Fig. 6. Increased glycogen storage functions as a survival mechanism in Drp1 knockdown cells.

A Sh-Ctrl and sh-Drp1 PT130 cells were cultured in regular growth media or glucose-free medium for 48 h. The percentage of cell survival were obtained by normalizing the number of cells survived in glucose-free media to that of regular growth media. Data were presented as mean ± SD (n = 6, **p < 0.01 and ***p < 0.001). B Sh-Ctrl and sh-Drp1 PT130 cells were cultured in low glucose or glucose-free media for 24 h. Representative confocal images were obtained from cells stained with the anti-glycogen antibody. Scale Bar, 10 μm. C The relative fluorescence intensity of glycogen staining was quantified using ImageJ fluorescence analyzer. Data were presented as mean ± SD (n = 20, *p < 0.05, **p < 0.01 and ****p < 0.0001). D Sh-Ctrl and sh-Drp1 PT130 cells were treated with irinotecan, DAB or combinations of both agents for 48 h.
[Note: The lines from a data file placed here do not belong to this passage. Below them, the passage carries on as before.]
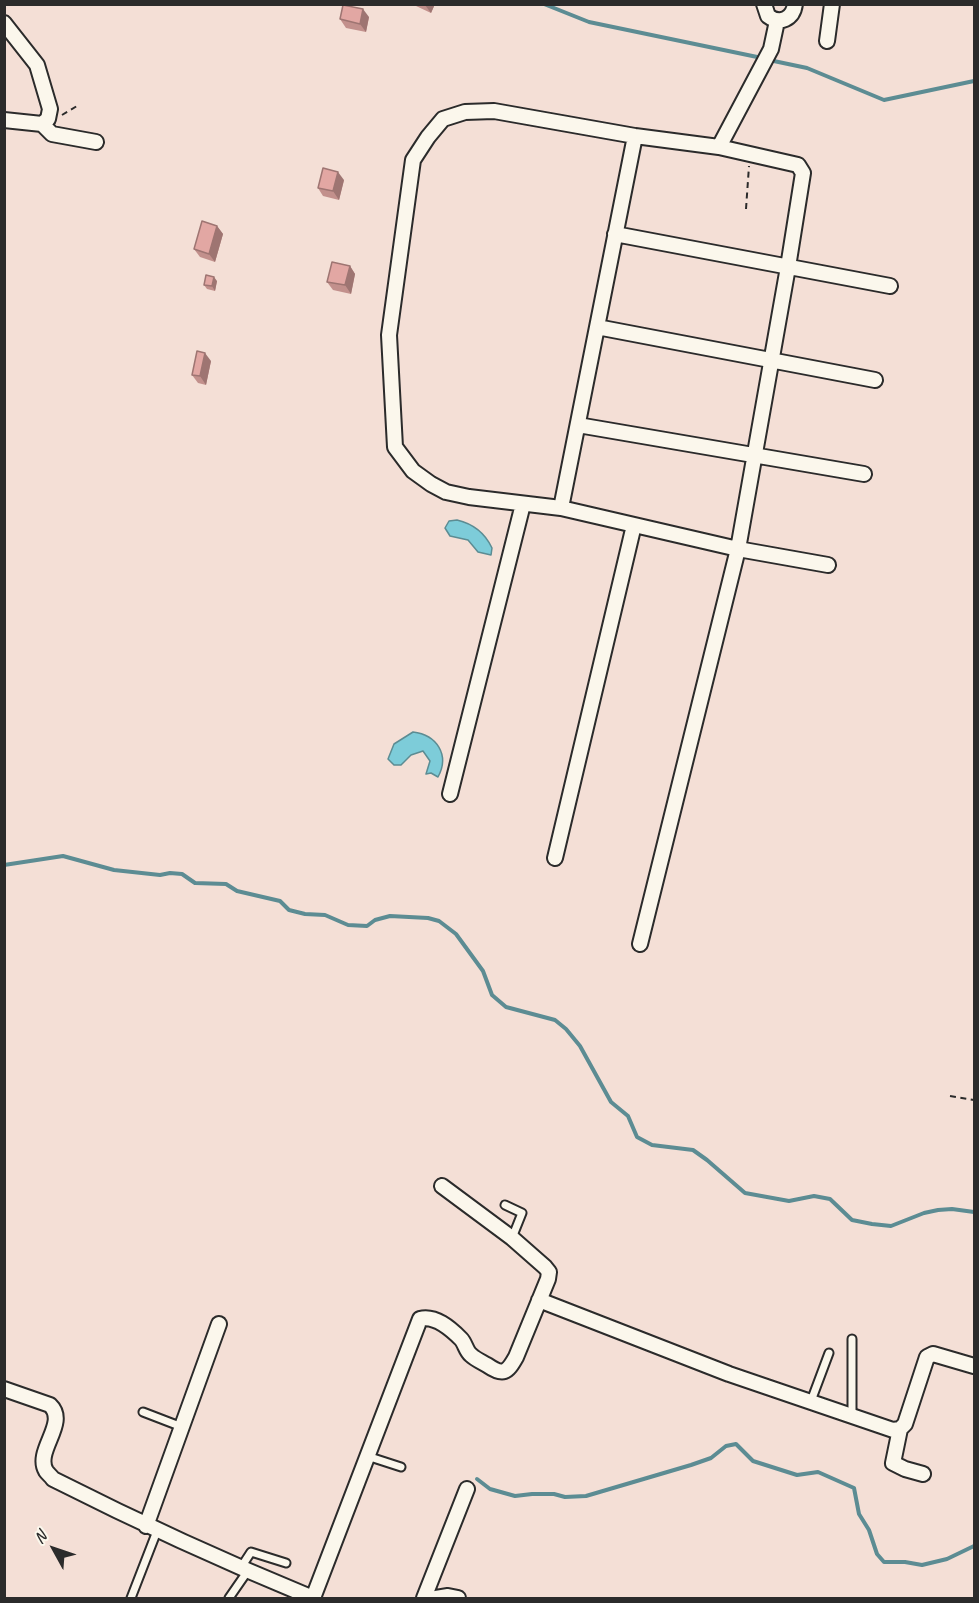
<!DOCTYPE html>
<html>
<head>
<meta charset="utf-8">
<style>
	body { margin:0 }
	#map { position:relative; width:979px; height:1603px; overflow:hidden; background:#f4dfd6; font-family:Caveat,sans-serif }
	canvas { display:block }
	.frame { position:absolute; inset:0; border:6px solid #2b2b2b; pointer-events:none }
	.north { position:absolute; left:24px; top:1519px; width:60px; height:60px; -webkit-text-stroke:4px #fbf7ec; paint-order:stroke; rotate:310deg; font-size:16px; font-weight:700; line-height:24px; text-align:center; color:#2b2b2b }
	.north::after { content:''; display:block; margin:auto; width:21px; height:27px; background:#2b2b2b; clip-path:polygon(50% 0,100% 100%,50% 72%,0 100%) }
</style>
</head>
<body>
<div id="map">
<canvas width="979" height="1603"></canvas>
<div class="frame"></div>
<div class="north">N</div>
</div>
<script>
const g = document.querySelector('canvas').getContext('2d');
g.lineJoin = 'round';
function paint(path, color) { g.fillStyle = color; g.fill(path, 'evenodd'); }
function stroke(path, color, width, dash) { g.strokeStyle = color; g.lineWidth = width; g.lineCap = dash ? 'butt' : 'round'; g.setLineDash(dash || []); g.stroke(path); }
const water = new Path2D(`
	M457,520C474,524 485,533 492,548L491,555L478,552L468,540L450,536L445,528L449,521Z
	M413,732C437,735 450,755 438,777L431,773L426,774L430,761L423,751L411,755L401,765H394L388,759L394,744Z`);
paint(water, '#7dccd9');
stroke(water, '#5c8c93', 1.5);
stroke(new Path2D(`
	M544,4L589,22L762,58
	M769,60L807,68L884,100L974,81
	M4,865L63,856L114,870L160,875L170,873L182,874L195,883L226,884L237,891L280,901L289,910L305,914L325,915L348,925L367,926L375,920L390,916L428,918L439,921L456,934L483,971L492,995L506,1007L555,1020L566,1029L580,1046L611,1102L628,1116L637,1137L652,1145L693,1150L707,1160L745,1193L789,1201L814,1196L830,1199L852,1220L872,1224L891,1226L924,1213L938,1210L952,1209L974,1212
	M477,1479L490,1489L515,1496L532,1494H554L565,1497L586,1496L691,1465L711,1458L726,1446L736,1444L753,1461L797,1475L818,1472L854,1488L859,1514L869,1530L877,1554L884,1562H905L922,1565L947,1559L974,1546`), '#5c8c93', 4);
const lane = new Path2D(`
	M505,1205L522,1213L512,1238
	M852,1339V1415
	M811,1401L829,1353
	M143,1412L182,1427
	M367,1456L401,1467
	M240,1569L251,1552L286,1563
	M131,1598L157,1531
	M229,1598L247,1572`);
const street = new Path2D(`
	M764,4L768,16C780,25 793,19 795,4
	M4,23L37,65L50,109L48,119L42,124L4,120
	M827,41L832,4
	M42,124L52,134L96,142
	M719,147L771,49L777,21
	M615,234L890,286
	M597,327L875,380
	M578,425L864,474
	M561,508L635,136
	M450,794L523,504
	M555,858L634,525
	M640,944L738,549L788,267L803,173L798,165L719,147L635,136L494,111L465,112L443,119L428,137L413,160L389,335L395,447L413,471L431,484L446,492L469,497L561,508L738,549L828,565
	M539,1300L729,1374L893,1430L900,1429L905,1424L927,1357L933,1354L974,1366
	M4,1389L50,1405C69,1423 34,1451 46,1471C48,1474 51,1476 53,1479C138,1522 225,1562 313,1598
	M900,1429L893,1463L905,1469L923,1474
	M146,1526L219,1324
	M313,1598L420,1319C435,1315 450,1328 461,1339C465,1343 466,1351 471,1355C475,1359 482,1362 487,1365C503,1376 507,1373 516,1357L548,1279L549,1272L545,1267L512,1238L442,1186
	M424,1598L467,1489
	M436,1598L448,1596L458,1598`);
stroke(lane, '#2b2b2b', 11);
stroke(street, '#2b2b2b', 18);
stroke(new Path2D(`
	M62,115L77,106
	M746,209L749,166
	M950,1096L974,1100`), '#2b2b2b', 2, [6, 4.5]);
stroke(lane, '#fbf7ec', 7);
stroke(street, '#fbf7ec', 14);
paint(new Path2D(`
	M415,4H435L431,13L416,6Z
	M369,17L366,32L346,28L340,19Z
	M344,180L339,200L323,196L318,188Z
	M217,226L223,234L215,262L200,257L194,249Z
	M350,266L355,274L351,294L333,290L327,282Z
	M217,281L215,291L207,289L204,285Z
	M211,361L206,385L198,383L192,375Z`), '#c2908c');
paint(new Path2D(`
	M435,4L431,13L425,5Z
	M363,9L369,17L366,32L360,24Z
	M338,172L344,180L339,200L333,191Z
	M217,226L223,234L215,262L209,254Z
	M350,266L355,274L351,294L345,285Z
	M214,277L217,281L215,291L212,286Z
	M205,353L211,361L206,385L200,376Z`), '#9e7572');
const building = new Path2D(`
	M343,5L363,9L360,24L340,19Z
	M323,168L338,172L333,191L318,188Z
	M202,221L217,226L209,254L194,249Z
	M332,262L350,266L345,285L327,282Z
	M206,275L214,277L212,286L204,285Z
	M197,351L205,353L200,376L192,375Z`);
paint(building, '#e2a7a3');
stroke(building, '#9e7572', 1.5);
</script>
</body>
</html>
Cells treated with DMSO were used as control. The relative of cell survival were obtained by normalizing to cells treated with DMSO. Data were presented as mean ± SD (n = 6, *p < 0.05, **p < 0.01, ***p < 0.001 and ****p < 0.0001). E Results from our study demonstrate that disruption of mitochondrial dynamics as a consequence of silencing Drp1 increases glucose uptake and AMPK-dependent transcriptional activation of GYS1. Subsequently, GYS1-mediated glycogen accumulation serves as a compensatory survival mechanism to protect colon cancer cells from glucose starvation and chemotherapy treatment. Thus, co-targeting glycogenolysis may provide a novel strategy to sensitize Drp1 knockdown cells to chemotherapy.